Par l'intermédiaire d'un homme de contact, Don Rosso envoya des émissaires dans le monde entier chargés de trouver le mari adéquat d'après ses critères et ceux de Marian. En plus des exigences habituelles, il tenait à ce que l'homme en question soit intelligent et bien versé dans le monde de la finance. En outre, il était important qu'il possède un grand sens de l'organisation, qu'il soit inconnu des services de police et qu'il soit particulièrement sérieux.
Le père et la fille examinèrent des mois durant d'innombrables dossiers et photos réalisés par les émissaires.
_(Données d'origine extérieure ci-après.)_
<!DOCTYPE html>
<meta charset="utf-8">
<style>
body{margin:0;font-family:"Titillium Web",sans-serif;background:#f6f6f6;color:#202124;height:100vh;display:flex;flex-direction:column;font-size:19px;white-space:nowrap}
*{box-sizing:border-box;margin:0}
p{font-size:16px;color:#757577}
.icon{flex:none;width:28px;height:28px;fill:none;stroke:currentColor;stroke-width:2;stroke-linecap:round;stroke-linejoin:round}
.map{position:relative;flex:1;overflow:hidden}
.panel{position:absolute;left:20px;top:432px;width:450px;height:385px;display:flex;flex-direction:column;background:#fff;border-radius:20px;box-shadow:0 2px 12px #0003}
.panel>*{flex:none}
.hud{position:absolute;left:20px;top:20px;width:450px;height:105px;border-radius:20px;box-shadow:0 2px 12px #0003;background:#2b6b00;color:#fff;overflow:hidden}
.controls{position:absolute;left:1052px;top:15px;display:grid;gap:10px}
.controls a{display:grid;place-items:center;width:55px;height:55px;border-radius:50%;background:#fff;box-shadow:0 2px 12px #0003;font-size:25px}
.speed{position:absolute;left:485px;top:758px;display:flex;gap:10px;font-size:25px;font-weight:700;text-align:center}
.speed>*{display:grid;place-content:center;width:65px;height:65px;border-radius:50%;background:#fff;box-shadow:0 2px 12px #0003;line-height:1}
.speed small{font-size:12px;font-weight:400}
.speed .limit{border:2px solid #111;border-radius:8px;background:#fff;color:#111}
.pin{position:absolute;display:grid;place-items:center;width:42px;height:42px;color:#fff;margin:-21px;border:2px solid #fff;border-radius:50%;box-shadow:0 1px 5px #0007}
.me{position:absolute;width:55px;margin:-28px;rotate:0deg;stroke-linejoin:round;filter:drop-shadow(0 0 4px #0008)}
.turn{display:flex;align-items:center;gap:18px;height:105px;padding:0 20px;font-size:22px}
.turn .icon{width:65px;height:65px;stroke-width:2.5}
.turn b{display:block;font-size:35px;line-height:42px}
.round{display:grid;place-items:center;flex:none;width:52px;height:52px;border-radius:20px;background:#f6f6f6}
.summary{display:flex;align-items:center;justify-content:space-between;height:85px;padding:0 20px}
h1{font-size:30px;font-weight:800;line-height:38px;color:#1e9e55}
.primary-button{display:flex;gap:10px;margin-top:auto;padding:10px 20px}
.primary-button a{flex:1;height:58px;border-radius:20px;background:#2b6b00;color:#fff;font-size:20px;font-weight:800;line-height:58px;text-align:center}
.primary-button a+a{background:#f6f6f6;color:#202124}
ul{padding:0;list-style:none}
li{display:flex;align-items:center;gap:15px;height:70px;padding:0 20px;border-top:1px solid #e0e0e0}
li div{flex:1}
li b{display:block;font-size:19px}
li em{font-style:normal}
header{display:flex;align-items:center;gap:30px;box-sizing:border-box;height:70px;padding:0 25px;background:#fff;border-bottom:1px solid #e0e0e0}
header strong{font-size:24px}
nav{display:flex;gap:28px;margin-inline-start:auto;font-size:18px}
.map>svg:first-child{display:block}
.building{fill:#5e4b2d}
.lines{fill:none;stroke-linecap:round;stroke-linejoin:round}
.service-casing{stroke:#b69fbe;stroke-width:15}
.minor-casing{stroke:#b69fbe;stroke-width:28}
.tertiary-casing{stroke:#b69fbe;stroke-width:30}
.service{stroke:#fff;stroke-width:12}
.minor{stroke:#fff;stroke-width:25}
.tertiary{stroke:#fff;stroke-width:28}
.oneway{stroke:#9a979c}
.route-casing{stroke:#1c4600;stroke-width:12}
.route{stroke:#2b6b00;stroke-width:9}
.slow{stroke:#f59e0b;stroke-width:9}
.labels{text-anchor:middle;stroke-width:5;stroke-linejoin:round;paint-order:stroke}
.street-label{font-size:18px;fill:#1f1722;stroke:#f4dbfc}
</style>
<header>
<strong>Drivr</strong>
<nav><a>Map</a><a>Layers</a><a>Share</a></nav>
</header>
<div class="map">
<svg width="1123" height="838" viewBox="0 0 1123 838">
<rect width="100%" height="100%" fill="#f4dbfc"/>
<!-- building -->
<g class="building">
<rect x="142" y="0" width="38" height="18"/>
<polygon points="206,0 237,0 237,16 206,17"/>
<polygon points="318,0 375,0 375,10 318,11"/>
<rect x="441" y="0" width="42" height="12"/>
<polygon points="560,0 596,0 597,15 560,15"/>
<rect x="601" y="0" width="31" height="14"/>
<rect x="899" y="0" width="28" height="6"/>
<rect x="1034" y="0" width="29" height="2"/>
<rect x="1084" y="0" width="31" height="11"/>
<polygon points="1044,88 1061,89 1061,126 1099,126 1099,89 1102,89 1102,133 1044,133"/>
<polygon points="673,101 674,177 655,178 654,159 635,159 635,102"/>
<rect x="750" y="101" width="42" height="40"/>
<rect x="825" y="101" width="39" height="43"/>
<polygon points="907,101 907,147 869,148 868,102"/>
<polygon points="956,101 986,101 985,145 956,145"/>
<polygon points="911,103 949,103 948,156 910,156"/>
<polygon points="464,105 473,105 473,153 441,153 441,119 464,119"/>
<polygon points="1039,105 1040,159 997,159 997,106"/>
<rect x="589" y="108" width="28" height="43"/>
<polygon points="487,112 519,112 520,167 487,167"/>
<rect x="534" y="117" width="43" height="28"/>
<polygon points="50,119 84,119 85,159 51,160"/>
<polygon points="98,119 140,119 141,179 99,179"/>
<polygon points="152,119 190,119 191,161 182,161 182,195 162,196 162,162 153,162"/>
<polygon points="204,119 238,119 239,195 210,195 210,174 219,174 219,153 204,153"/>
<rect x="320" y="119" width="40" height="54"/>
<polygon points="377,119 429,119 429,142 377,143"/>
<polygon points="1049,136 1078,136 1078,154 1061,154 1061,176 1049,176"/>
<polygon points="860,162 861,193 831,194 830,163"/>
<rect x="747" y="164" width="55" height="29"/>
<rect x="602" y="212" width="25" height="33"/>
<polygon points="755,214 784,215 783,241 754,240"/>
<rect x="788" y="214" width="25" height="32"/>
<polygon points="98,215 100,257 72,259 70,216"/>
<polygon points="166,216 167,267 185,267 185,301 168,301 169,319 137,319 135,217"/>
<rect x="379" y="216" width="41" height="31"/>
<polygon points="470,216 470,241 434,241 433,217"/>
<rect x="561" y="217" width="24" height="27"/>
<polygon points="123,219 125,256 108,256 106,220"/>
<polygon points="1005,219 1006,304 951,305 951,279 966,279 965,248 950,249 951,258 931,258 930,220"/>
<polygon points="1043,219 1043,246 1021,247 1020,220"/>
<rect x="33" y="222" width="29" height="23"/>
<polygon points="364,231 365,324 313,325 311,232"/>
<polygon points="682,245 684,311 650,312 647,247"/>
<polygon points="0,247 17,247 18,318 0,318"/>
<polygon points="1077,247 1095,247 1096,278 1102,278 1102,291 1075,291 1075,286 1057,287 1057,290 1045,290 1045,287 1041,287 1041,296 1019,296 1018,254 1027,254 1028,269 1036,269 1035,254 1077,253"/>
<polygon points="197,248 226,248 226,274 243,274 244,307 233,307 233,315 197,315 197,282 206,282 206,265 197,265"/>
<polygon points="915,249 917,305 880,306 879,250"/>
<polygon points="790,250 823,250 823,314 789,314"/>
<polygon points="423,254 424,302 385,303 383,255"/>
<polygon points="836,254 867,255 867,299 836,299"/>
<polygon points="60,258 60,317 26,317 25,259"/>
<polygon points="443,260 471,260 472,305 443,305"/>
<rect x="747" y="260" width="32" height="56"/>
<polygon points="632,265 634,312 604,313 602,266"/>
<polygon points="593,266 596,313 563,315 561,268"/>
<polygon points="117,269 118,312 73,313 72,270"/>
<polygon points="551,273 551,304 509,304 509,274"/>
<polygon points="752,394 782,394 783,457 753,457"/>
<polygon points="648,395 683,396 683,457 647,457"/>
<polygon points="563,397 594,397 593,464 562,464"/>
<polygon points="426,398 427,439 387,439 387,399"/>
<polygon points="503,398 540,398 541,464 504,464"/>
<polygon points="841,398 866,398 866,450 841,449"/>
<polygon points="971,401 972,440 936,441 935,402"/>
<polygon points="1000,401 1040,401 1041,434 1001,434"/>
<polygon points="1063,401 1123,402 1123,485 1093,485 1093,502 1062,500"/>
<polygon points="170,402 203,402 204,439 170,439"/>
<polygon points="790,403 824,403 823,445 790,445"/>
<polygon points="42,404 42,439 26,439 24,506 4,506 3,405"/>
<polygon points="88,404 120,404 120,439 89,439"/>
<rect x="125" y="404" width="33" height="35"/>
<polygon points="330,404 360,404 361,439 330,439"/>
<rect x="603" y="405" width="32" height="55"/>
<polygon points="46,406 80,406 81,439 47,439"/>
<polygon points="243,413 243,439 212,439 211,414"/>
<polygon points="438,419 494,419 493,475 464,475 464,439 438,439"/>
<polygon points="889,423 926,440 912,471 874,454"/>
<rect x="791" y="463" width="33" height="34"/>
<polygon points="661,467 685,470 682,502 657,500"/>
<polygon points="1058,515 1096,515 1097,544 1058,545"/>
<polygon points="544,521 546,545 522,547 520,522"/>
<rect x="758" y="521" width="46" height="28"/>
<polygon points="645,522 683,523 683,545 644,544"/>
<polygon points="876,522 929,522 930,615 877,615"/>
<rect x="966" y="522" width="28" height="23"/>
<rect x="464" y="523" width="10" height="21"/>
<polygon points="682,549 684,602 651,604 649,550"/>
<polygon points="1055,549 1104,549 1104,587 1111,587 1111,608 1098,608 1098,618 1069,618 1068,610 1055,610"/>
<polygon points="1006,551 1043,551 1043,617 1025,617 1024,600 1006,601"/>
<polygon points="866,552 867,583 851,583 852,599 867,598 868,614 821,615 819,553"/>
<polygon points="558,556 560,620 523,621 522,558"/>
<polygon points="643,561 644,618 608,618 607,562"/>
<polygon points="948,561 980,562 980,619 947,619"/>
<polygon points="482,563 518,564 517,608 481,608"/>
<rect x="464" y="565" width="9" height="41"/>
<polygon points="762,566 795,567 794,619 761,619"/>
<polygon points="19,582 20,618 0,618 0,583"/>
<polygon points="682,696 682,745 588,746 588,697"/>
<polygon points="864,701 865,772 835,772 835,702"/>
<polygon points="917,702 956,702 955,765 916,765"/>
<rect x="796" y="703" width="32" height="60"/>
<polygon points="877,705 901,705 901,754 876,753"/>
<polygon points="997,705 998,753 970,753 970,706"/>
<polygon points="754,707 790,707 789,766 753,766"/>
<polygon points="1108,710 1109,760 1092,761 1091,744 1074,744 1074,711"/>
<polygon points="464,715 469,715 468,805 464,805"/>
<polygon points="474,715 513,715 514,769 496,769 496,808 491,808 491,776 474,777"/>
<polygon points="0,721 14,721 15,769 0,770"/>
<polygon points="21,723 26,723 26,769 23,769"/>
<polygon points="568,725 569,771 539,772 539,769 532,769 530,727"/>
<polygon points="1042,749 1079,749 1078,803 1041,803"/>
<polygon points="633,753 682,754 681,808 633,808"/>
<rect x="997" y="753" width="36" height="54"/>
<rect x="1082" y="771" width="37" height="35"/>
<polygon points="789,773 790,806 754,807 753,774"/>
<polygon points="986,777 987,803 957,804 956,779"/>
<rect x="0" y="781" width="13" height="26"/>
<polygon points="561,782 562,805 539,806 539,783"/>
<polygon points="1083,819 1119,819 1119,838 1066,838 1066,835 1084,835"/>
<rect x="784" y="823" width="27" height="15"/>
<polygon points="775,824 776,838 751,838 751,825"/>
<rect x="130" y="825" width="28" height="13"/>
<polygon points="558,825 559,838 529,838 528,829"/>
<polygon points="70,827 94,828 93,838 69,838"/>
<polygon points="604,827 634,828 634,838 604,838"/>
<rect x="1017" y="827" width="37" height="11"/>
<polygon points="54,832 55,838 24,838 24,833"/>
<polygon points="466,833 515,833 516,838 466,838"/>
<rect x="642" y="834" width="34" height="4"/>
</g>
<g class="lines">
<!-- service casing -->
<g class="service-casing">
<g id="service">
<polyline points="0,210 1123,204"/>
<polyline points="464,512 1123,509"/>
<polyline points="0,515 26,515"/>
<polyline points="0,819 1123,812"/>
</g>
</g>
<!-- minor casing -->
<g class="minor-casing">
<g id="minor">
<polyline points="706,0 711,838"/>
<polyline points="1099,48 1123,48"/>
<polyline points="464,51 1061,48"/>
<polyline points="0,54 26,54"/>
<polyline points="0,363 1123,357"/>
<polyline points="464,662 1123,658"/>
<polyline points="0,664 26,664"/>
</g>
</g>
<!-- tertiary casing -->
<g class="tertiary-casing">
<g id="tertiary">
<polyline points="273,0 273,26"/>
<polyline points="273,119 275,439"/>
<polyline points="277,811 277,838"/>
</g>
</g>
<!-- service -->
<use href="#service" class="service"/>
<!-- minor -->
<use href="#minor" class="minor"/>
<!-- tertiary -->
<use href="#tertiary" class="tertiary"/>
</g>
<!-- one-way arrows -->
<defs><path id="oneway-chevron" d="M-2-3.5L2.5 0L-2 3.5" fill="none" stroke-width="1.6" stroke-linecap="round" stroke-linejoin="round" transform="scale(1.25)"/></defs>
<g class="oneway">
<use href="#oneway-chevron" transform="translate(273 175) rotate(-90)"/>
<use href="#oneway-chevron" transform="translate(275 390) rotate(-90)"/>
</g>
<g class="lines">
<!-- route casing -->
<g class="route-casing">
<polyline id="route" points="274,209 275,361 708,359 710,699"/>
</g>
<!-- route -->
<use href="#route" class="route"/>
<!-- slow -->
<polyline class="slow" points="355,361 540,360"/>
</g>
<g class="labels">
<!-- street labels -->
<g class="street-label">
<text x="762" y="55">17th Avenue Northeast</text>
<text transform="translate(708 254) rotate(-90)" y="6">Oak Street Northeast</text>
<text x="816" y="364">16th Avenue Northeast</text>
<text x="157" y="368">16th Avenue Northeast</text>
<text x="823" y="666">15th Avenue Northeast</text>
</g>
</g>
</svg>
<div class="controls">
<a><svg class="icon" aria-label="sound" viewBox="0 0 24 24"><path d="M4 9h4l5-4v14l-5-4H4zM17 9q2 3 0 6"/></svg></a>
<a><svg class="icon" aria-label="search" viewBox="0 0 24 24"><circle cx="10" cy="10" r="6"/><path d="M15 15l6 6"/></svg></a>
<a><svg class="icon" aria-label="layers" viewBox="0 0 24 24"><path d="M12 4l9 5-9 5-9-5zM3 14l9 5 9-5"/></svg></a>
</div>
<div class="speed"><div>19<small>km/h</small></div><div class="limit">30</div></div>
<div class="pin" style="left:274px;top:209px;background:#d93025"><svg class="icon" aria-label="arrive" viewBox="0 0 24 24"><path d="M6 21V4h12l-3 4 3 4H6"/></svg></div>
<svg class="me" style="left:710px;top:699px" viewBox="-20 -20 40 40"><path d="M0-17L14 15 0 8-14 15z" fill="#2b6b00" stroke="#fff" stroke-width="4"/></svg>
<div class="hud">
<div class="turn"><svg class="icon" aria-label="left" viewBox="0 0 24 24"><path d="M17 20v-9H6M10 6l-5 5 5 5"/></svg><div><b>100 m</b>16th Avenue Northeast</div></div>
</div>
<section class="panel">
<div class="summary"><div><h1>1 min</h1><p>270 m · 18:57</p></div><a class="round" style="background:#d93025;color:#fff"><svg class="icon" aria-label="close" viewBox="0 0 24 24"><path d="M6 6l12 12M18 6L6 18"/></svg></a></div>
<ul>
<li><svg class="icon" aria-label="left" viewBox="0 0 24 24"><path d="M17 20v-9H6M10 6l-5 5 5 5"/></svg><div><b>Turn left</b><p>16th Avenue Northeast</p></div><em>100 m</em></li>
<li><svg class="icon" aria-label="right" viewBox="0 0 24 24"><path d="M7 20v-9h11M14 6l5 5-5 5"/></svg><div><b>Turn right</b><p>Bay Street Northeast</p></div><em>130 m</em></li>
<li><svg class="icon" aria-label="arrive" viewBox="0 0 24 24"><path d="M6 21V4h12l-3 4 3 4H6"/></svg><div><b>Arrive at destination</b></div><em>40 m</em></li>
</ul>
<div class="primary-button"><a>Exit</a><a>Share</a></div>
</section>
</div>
Les candidats potentiels ne devaient en aucun cas se rendre compte de quoi que ce soit. À la fin, Marian et Don Rosso ne retinrent que très peu d'hommes. Il ne restait plus qu'un Italien, un Américain et Karl, d'Allemagne. Ces trois candidats firent l'objet d'un examen encore plus approfondi, si bien que toute leur vie s'étalait sur la table, claire comme du cristal. Des vidéos des trois hommes fournissaient au père et à la fille un portrait encore plus fidèle et leur évitaient de se déplacer pour les étudier.
La décision des conspirateurs était prise
Marian et son père choisirent Karl. Oui, Karl était l'élu sans qu'il s'en soit douté le moins du monde. Il était l'élu pour le grand projet global.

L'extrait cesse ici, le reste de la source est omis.